Bei einem ehemaligen Arbeitgeber von mir gab es die Anweisung: "Der Kunde möchte zum Produkt gebracht werden, auch wenn er es selber nicht weiss."
Bei meinem derzeitigen Arbeitgeber heisst es: "Die Kunden sind erwachsen und wissen was sie wollen. Wir haben nicht das Personal um Kunden durch den halben Laden zu führen."

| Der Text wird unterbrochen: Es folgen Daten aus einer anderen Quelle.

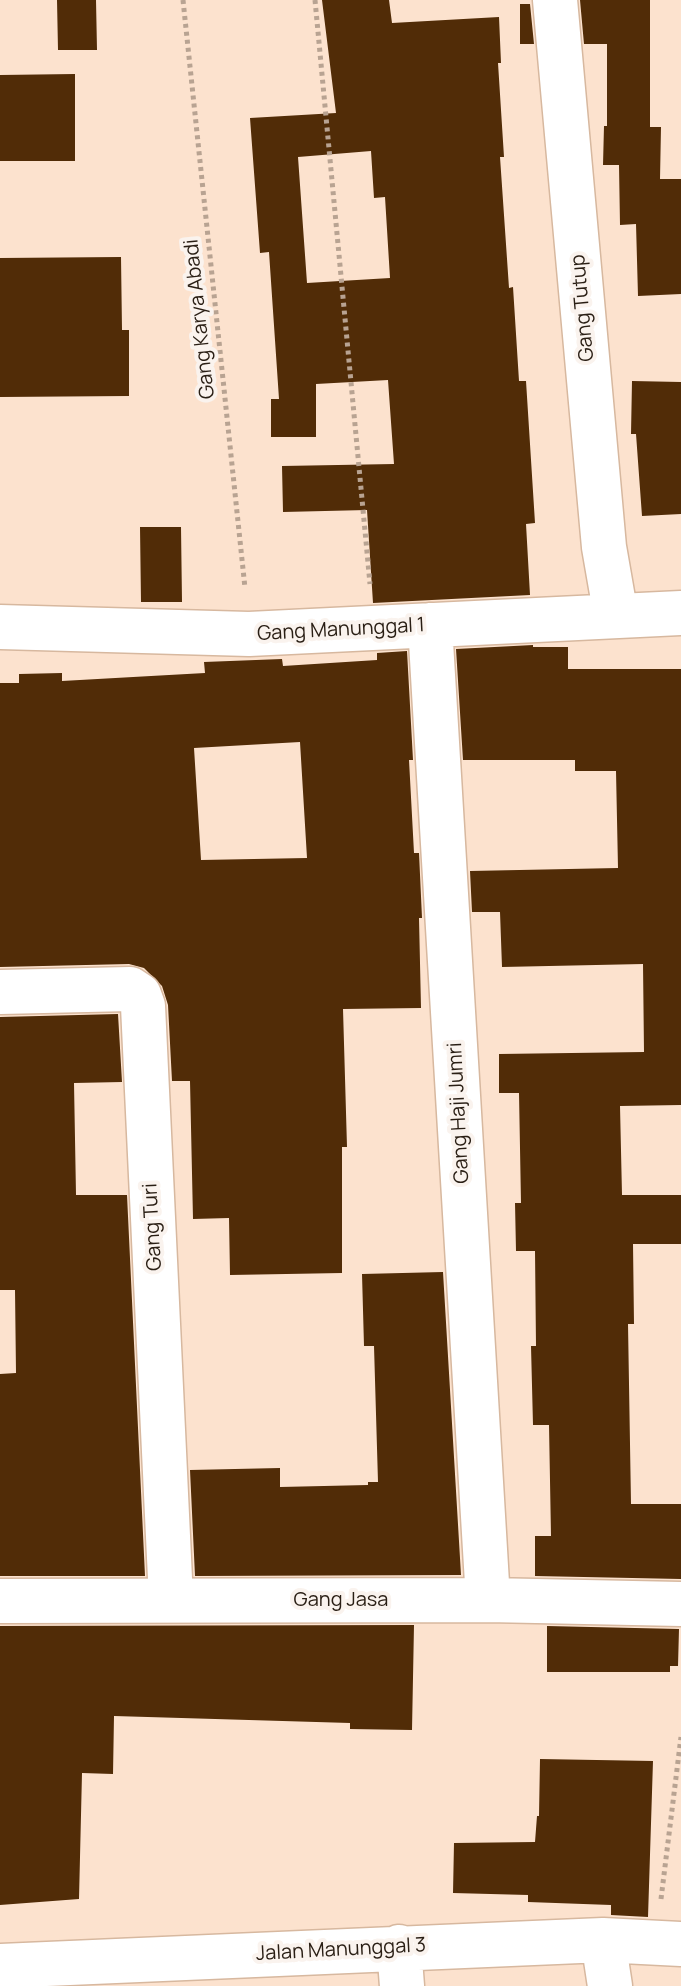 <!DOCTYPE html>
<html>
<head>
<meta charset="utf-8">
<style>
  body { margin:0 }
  canvas { display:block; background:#fce2ce }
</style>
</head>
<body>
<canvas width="681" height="1986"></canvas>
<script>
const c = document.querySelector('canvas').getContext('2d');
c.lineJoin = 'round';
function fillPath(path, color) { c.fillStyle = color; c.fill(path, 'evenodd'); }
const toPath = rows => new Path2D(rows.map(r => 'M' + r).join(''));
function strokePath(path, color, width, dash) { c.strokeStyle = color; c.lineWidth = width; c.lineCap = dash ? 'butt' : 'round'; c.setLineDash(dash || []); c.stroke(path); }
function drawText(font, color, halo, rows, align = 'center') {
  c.font = font + ' Manrope,sans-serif'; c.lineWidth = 8; c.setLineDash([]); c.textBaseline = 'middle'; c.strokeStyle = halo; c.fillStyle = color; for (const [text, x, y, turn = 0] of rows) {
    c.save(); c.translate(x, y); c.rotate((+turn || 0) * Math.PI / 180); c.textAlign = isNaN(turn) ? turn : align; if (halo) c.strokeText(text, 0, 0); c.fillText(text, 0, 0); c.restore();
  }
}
fillPath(toPath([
  [57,0,96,0,97,50,58,50],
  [322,0,389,0,392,23,499,17,501,63,498,63,504,157,500,157,509,288,513,287,519,381,526,381,535,523,526,524,530,595,373,603,367,510,283,512,282,466,394,464,388,380,316,384,316,437,271,437,271,399,279,399,269,252,260,253,250,118,336,113],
  [371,151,374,198,385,197,390,278,307,283,298,157],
  [580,0,650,0,650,127,661,127,660,179,681,179,681,294,638,296,636,224,620,225,619,165,603,165,604,126,607,126,607,44,584,44],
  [520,4,530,4,534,44,520,44],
  [75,74,75,161,0,161,0,75],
  [121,257,122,330,129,330,129,396,0,397,0,258],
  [632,381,681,382,681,514,642,516,636,434,631,434],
  [140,527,181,527,182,602,141,602],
  [533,645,533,647,568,647,568,669,681,669,681,1105,620,1106,622,1195,681,1195,681,1244,633,1244,634,1324,628,1324,631,1504,681,1504,681,1579,535,1576,535,1536,551,1536,549,1425,533,1425,531,1346,536,1346,535,1251,516,1251,515,1203,521,1203,519,1093,499,1093,499,1054,644,1052,643,964,502,967,500,912,472,912,470,871,618,868,616,771,575,771,575,760,463,760,456,649],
  [407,651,413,760,409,760,414,853,419,853,422,918,419,918,421,1008,343,1009,347,1147,342,1147,342,1273,230,1275,229,1218,193,1219,190,1081,172,1081,168,1005,162,986,144,968,129,964,0,967,0,683,19,683,19,674,62,673,62,681,151,676,205,673,204,662,282,659,283,666,377,660,377,653],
  [300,742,307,858,201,860,194,748],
  [118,1014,122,1082,74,1083,76,1195,127,1195,145,1576,0,1576,0,1374,16,1373,15,1290,0,1290,0,1017],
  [443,1272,461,1575,195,1576,190,1470,280,1468,280,1487,368,1485,368,1482,378,1482,374,1346,364,1346,362,1274],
  [414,1625,412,1730,350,1729,350,1723,114,1716,113,1774,82,1773,79,1899,0,1905,0,1626],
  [547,1626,679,1629,678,1666,670,1666,670,1672,547,1672],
  [540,1759,653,1761,648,1917,611,1915,611,1905,528,1902,528,1895,453,1893,454,1843,535,1842,537,1816,539,1816]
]), '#512c07');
const street = toPath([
  [555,0,604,547,616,616],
  [430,625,488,1600],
  [0,627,249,634,681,613],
  [0,992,130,989,139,995,143,1006,171,1600],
  [0,1601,488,1600,681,1604],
  [603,1940,610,1986],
  [399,1947,402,1986],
  [0,1966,603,1940,681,1944]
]);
strokePath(street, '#d7b89f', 47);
strokePath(toPath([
  [183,0,245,588],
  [315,0,370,584],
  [661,1899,681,1737]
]), '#b8a392', 5, [4, 4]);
strokePath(street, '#fff', 44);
drawText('20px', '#291e14', '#faf3ee', [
  ["Gang Tutup",583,308,-95],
  ["Gang Karya Abadi",200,319,-96],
  ["Gang Manunggal 1",341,630,-3],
  ["Gang Haji Jumri",459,1113,-93],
  ["Gang Turi",153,1227,-93],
  ["Gang Jasa",341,1600],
  ["Jalan Manunggal 3",341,1950,-3]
]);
</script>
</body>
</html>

Nun ratet mal, bei welchem jedes Jahr die Umsätze steigen und bei welchem es zur Zeit ein Brainstorming gibt, wie man den Laden attraktiver machen könnte, damit der Umsatz steigt. (Mehr Personal auf der Fläche ist dabei keine Option!)

Dori on :

Der Testkunde wurde also nachträglich identifiziert, es war also ganz sicher die Frage nach dem Reis, oder? Vermutlich anhand des Kassenbons und der Uhrzeit darauf konnte man den Weg verfolgen. Gutes Gedächtnis ansonsten.

Bert on :

Es spricht jedenfalls nicht für seine Kompetenzen als Mystery Customer (und damit die beauftragte Agentur), sich so auffällig i.S.d. Erinnerbarkeit verhalten zu haben. ABER: Nun kann Björn ein Wanted-Schild auf denjenigen aushängen und sinnloserweise kommunistische 100 Prozent serviert bekommen. Ist zwar nicht Sinn der Sache, aber bei Björn zählen offensichtlich nur schnelle Emotionen.

sv on :

Testkäufer. Was für ein Job. Gibt´s da offene Stellen als Kneipen-Testkäufer?

Nicht der Andere on :

Ja! Alle neben dir und mir am Tresen abhängenden Typen sind in Wahrheit Kneipentestkäufer Wir zwei finanzieren also den ganzen Laden!